● **Goal of the exercise**
Could you print each of the records below exactly?
══ The input
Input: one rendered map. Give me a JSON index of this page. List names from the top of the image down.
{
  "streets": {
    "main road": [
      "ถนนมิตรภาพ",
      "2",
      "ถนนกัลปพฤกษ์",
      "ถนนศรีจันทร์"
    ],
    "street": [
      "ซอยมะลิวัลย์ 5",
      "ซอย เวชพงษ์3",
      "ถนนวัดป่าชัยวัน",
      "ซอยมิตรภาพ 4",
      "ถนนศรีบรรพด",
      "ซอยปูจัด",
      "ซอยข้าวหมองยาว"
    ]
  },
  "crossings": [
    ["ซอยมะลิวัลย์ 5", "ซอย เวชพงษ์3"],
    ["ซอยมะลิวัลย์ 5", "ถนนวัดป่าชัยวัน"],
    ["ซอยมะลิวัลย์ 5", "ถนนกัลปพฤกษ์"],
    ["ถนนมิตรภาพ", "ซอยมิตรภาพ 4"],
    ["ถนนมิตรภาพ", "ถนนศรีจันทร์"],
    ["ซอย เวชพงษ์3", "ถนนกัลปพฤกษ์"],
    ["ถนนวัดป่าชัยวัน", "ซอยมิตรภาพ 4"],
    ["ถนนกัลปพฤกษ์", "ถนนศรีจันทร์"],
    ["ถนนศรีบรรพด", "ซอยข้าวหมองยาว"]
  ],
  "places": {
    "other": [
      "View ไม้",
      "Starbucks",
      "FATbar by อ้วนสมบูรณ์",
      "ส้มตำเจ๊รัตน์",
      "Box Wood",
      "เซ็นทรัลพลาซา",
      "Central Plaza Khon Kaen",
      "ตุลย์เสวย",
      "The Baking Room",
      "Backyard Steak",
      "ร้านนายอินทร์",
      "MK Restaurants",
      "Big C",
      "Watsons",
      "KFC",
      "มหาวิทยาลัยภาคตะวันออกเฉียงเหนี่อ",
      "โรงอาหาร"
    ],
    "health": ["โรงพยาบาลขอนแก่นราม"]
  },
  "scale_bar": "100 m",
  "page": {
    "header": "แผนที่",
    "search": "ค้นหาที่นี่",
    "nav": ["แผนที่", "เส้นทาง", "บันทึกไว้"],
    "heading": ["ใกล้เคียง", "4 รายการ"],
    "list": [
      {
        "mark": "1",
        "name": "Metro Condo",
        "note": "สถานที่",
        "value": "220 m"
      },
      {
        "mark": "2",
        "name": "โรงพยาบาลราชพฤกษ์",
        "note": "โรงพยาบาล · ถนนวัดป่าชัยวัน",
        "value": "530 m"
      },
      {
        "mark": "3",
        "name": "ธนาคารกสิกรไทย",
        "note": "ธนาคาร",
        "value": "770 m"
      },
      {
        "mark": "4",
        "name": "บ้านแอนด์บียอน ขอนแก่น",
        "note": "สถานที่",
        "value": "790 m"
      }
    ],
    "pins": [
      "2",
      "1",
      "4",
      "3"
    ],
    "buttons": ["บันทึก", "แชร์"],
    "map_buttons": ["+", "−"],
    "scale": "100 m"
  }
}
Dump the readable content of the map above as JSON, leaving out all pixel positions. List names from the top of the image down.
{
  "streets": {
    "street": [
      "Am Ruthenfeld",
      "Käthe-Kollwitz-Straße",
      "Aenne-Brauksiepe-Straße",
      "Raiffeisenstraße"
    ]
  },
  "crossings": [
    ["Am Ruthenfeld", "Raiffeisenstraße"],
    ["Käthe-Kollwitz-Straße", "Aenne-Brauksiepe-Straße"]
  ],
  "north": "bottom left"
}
════
● **Result**
Input: one rendered map. Give me a JSON index of this page. List names from the top of the image down.
{
  "streets": {
    "main road": [
      "ถนนมิตรภาพ",
      "2",
      "ถนนกัลปพฤกษ์",
      "ถนนศรีจันทร์"
    ],
    "street": [
      "ซอยมะลิวัลย์ 5",
      "ซอย เวชพงษ์3",
      "ถนนวัดป่าชัยวัน",
      "ซอยมิตรภาพ 4",
      "ถนนศรีบรรพด",
      "ซอยปูจัด",
      "ซอยข้าวหมองยาว"
    ]
  },
  "crossings": [
    ["ซอยมะลิวัลย์ 5", "ซอย เวชพงษ์3"],
    ["ซอยมะลิวัลย์ 5", "ถนนวัดป่าชัยวัน"],
    ["ซอยมะลิวัลย์ 5", "ถนนกัลปพฤกษ์"],
    ["ถนนมิตรภาพ", "ซอยมิตรภาพ 4"],
    ["ถนนมิตรภาพ", "ถนนศรีจันทร์"],
    ["ซอย เวชพงษ์3", "ถนนกัลปพฤกษ์"],
    ["ถนนวัดป่าชัยวัน", "ซอยมิตรภาพ 4"],
    ["ถนนกัลปพฤกษ์", "ถนนศรีจันทร์"],
    ["ถนนศรีบรรพด", "ซอยข้าวหมองยาว"]
  ],
  "places": {
    "other": [
      "View ไม้",
      "Starbucks",
      "FATbar by อ้วนสมบูรณ์",
      "ส้มตำเจ๊รัตน์",
      "Box Wood",
      "เซ็นทรัลพลาซา",
      "Central Plaza Khon Kaen",
      "ตุลย์เสวย",
      "The Baking Room",
      "Backyard Steak",
      "ร้านนายอินทร์",
      "MK Restaurants",
      "Big C",
      "Watsons",
      "KFC",
      "มหาวิทยาลัยภาคตะวันออกเฉียงเหนี่อ",
      "โรงอาหาร"
    ],
    "health": ["โรงพยาบาลขอนแก่นราม"]
  },
  "scale_bar": "100 m",
  "page": {
    "header": "แผนที่",
    "search": "ค้นหาที่นี่",
    "nav": ["แผนที่", "เส้นทาง", "บันทึกไว้"],
    "heading": ["ใกล้เคียง", "4 รายการ"],
    "list": [
      {
        "mark": "1",
        "name": "Metro Condo",
        "note": "สถานที่",
        "value": "220 m"
      },
      {
        "mark": "2",
        "name": "โรงพยาบาลราชพฤกษ์",
        "note": "โรงพยาบาล · ถนนวัดป่าชัยวัน",
        "value": "530 m"
      },
      {
        "mark": "3",
        "name": "ธนาคารกสิกรไทย",
        "note": "ธนาคาร",
        "value": "770 m"
      },
      {
        "mark": "4",
        "name": "บ้านแอนด์บียอน ขอนแก่น",
        "note": "สถานที่",
        "value": "790 m"
      }
    ],
    "pins": [
      "2",
      "1",
      "4",
      "3"
    ],
    "buttons": ["บันทึก", "แชร์"],
    "map_buttons": ["+", "−"],
    "scale": "100 m"
  }
}
Dump the readable content of the map above as JSON, leaving out all pixel positions. List names from the top of the image down.
{
  "streets": {
    "street": [
      "Am Ruthenfeld",
      "Käthe-Kollwitz-Straße",
      "Aenne-Brauksiepe-Straße",
      "Raiffeisenstraße"
    ]
  },
  "crossings": [
    ["Am Ruthenfeld", "Raiffeisenstraße"],
    ["Käthe-Kollwitz-Straße", "Aenne-Brauksiepe-Straße"]
  ],
  "north": "bottom left"
}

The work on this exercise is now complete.